Public School Enrollment Drops 4% In 2020-21
School enrollment in Chautauqua County has seen its largest decrease over the past 10 years in 2020-21.
Overall enrollment in pre-kindergarten through 12th grades decreased 4.14% from 2019-20 to 2020-21 from 19,788 in 2019-20 to 18,968 in 2020-21. The average yearly enrollment decrease in Chautauqua County over the past 10 years is 1.12%. The last year Chautauqua County saw such a large drop in enrollment was 2015-16, when 399 fewer students enrolled in school.
The Empire Center for New York Policy notes that the decrease is being seen statewide. The state’s public schools are on track to experience the largest decline in enrollment since 1981, with 66,424 fewer K-12 students–a 2.6 percent drop–as compared to the 2019-20 school year.
“Though public school enrollment in New York has been gradually declining since 2011, the reduction in enrollment between this year and last marks a significant acceleration of that trend,” Empire Center fellow Ian Kingsbury noted.
The report, based on preliminary data released by the New York State Department of Education, shows the vast majority of enrollment losses from 2019-20 to 2020-21 occurred in kindergarten through sixth grades. Just over one quarter of the total enrollment drop statewide from this year to last is due to a decrease of 16,851 students in kindergarten. School districts in The Post-Journal’s readership area saw an even bigger drop in kindergarten enrollment (8.15%) than they did in overall enrollment. The biggest decreases in kindergarten enrollment were seen in Chautauqua Lake (-10), Clymer (-27), Dunkirk (-12), Forestville (-17), Frewsburg (-13), Pine Valley (-8), Silver Creek (-26), Southwestern (-20) and Westfield (-16).

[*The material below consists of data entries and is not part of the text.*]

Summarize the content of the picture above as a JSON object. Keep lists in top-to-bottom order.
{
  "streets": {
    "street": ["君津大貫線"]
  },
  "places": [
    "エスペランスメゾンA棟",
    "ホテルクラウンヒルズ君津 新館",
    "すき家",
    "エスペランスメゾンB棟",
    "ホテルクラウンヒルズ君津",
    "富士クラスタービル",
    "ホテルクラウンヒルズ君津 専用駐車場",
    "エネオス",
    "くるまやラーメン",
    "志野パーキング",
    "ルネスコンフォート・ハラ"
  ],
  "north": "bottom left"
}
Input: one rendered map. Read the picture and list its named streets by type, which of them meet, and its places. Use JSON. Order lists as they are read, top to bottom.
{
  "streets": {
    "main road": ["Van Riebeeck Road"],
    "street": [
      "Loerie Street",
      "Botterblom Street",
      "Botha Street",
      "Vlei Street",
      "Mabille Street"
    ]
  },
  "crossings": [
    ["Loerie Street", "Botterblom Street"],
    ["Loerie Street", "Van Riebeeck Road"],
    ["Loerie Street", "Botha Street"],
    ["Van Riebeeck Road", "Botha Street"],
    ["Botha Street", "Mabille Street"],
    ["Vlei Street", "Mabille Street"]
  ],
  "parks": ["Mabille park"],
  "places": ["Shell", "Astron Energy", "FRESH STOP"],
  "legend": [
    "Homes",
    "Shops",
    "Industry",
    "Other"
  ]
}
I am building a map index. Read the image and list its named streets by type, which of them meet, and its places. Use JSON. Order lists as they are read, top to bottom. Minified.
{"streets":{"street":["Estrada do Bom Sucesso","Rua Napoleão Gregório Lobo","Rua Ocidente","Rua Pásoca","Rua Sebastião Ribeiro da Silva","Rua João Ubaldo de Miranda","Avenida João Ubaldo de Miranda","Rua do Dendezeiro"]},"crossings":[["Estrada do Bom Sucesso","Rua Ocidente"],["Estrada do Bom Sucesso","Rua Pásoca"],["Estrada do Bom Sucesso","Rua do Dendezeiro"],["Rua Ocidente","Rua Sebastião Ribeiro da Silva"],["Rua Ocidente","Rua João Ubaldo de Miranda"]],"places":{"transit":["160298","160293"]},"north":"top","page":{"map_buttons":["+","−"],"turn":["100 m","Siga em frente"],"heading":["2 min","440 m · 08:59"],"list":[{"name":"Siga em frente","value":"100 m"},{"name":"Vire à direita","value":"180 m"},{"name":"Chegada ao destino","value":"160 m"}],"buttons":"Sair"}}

The Empire Center report states that the kindergarten enrollment decline mirrors national trends, according to an NPR report from October that was cited by the Empire Center. The decline could be in part driven by concerns and feasibility surrounding young children learning virtually. as well as New York’s compulsory education law that does not mandate schooling for children younger than 6.
“Preliminary enrollment data indicate that the COVID-19 pandemic and related school closures have accelerated recent trends in declining enrollment,” Kingsbury added. “While these numbers are historic, they likely fail to capture the true number of students to have functionally exited the New York public education system.”
Enrollment changes varied by county and region. Declines were most pronounced in the Southern Tier, where a 3.9 percent reduction in enrollment from the previous school year was .5 percentage points greater than the North Country, which experienced the second-largest decline in enrollment. Overall, enrollment losses were more significant upstate than downstate. The decline in The Post-Journal’s readership area was greater than the overall 2.7% seen in Western New York and was the eighth-biggest decrease in the state.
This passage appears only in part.